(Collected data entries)
----------

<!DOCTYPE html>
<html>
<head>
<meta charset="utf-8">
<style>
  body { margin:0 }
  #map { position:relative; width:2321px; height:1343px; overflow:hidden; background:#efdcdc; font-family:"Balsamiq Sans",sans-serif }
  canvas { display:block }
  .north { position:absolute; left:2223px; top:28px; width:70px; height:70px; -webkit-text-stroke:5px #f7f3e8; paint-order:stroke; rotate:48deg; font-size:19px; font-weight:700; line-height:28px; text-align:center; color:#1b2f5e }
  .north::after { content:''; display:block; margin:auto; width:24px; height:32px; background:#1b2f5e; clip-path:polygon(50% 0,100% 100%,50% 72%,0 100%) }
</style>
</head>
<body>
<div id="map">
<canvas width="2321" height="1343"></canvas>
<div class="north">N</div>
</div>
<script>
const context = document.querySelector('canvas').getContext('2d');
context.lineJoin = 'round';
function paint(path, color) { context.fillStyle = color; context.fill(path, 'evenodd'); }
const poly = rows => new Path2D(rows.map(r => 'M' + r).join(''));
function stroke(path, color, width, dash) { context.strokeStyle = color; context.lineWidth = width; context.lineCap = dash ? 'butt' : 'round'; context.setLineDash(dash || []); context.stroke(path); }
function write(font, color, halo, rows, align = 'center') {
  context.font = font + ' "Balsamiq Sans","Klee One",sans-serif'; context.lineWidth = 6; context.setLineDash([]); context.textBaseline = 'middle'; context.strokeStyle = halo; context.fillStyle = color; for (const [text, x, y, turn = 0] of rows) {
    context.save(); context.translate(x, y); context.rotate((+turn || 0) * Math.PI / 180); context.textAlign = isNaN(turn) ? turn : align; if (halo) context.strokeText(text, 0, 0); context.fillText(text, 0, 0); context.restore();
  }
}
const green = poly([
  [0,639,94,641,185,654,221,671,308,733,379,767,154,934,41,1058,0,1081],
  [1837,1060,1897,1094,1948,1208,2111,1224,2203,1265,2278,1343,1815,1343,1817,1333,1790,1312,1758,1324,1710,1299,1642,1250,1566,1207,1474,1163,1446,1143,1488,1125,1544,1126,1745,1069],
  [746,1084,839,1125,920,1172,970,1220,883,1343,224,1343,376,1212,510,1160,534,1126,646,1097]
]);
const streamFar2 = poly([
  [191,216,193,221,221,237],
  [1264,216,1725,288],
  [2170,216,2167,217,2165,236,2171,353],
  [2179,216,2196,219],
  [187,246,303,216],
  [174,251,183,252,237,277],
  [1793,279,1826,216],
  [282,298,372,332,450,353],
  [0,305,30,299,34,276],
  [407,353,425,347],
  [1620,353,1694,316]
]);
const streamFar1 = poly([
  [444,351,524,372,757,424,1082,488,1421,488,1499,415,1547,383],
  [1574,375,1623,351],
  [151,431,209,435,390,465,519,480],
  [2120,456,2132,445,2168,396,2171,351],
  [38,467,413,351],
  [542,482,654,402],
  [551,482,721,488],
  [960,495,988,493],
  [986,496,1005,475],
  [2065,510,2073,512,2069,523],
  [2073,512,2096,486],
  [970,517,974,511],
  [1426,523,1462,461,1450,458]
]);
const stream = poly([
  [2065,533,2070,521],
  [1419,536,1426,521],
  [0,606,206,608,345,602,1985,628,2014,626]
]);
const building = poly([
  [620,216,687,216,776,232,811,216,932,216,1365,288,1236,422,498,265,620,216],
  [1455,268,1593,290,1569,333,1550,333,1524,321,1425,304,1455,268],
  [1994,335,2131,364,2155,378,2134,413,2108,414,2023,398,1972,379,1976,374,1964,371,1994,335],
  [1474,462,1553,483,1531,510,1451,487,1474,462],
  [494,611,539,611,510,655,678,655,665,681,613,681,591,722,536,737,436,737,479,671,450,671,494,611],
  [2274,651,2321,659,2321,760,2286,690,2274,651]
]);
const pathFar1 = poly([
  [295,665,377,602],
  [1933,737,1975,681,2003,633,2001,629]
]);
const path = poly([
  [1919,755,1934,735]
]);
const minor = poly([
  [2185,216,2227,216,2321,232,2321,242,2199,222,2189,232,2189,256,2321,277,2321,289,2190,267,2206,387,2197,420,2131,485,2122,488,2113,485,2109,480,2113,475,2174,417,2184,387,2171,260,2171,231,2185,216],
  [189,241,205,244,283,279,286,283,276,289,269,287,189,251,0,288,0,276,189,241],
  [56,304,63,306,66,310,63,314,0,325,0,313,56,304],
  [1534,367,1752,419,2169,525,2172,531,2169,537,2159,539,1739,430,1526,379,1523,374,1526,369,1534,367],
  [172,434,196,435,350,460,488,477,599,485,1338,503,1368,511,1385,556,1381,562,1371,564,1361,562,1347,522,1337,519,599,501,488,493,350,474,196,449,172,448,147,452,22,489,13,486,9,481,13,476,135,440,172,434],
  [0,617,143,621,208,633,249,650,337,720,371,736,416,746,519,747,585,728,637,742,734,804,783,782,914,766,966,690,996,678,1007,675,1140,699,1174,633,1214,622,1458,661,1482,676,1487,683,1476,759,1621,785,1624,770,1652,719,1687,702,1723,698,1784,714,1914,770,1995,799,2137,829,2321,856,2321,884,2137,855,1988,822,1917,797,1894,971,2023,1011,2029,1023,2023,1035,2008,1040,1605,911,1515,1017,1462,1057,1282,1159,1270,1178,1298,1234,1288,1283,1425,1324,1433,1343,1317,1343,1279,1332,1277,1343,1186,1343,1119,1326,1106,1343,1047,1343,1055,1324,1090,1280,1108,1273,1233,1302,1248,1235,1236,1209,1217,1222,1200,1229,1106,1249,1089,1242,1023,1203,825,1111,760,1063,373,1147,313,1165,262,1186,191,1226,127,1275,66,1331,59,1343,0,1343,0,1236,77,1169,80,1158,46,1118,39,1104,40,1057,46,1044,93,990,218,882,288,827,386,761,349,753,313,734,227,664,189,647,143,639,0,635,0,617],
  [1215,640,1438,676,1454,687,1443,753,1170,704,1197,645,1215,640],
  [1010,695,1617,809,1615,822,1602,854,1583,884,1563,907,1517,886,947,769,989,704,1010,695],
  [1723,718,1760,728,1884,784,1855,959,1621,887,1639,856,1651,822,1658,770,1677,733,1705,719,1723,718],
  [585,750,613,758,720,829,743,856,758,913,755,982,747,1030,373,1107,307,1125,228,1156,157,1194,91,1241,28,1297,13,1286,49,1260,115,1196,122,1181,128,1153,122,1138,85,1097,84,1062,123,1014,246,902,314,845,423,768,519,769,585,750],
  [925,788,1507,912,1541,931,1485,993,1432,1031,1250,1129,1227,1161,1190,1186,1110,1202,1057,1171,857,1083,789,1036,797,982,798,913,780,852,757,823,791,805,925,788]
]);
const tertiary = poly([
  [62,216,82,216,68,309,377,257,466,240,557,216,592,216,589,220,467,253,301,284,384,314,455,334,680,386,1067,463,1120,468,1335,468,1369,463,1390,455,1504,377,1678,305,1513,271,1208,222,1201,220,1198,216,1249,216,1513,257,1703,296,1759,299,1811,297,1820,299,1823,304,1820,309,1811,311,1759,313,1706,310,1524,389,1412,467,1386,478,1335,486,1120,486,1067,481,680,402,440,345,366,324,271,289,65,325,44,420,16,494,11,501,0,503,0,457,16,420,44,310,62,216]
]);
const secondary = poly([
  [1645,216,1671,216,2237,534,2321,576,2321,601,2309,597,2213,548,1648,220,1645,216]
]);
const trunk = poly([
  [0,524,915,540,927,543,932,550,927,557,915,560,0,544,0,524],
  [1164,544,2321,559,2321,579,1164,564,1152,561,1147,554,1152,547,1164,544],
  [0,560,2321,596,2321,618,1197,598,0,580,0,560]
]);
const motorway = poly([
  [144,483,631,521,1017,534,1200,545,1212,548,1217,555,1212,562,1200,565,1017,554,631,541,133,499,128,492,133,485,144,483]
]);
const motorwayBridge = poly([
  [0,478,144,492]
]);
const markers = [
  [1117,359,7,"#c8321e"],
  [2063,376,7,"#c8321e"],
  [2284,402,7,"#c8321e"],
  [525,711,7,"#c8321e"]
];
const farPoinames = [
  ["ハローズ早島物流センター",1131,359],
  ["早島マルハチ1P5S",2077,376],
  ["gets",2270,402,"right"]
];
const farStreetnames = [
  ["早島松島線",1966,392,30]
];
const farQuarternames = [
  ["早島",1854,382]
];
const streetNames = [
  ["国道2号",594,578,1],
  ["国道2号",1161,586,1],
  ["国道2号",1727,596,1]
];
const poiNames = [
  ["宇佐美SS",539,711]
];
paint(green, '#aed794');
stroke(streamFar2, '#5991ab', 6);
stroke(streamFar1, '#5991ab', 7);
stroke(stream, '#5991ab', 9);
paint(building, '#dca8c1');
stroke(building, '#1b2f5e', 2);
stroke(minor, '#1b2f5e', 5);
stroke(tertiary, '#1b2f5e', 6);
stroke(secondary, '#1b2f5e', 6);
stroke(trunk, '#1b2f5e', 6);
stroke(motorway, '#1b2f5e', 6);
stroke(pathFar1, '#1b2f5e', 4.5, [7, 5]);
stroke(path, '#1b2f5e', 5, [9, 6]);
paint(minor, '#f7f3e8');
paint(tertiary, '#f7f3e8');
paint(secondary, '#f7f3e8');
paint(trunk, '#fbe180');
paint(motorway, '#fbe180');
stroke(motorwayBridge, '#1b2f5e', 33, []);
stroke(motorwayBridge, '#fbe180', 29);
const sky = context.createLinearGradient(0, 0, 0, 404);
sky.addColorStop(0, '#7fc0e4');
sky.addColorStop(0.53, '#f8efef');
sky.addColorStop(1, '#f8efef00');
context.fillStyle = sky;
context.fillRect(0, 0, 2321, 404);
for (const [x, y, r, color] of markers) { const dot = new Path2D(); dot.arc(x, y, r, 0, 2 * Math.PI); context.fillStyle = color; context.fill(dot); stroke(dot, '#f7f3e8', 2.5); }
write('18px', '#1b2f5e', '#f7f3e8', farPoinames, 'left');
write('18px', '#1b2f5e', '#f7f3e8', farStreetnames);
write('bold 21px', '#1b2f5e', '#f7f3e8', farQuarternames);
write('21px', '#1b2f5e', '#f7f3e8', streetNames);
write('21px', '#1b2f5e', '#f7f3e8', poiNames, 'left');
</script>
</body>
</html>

----------

**Exercise aim**
The expected output is the lines from the one with "sky.addColorStop(1, '#f8efef00');" through the end of the data, exactly as written and nothing more.

**Result of this task**
sky.addColorStop(1, '#f8efef00');
context.fillStyle = sky;
context.fillRect(0, 0, 2321, 404);
for (const [x, y, r, color] of markers) { const dot = new Path2D(); dot.arc(x, y, r, 0, 2 * Math.PI); context.fillStyle = color; context.fill(dot); stroke(dot, '#f7f3e8', 2.5); }
write('18px', '#1b2f5e', '#f7f3e8', farPoinames, 'left');
write('18px', '#1b2f5e', '#f7f3e8', farStreetnames);
write('bold 21px', '#1b2f5e', '#f7f3e8', farQuarternames);
write('21px', '#1b2f5e', '#f7f3e8', streetNames);
write('21px', '#1b2f5e', '#f7f3e8', poiNames, 'left');
</script>
</body>
</html>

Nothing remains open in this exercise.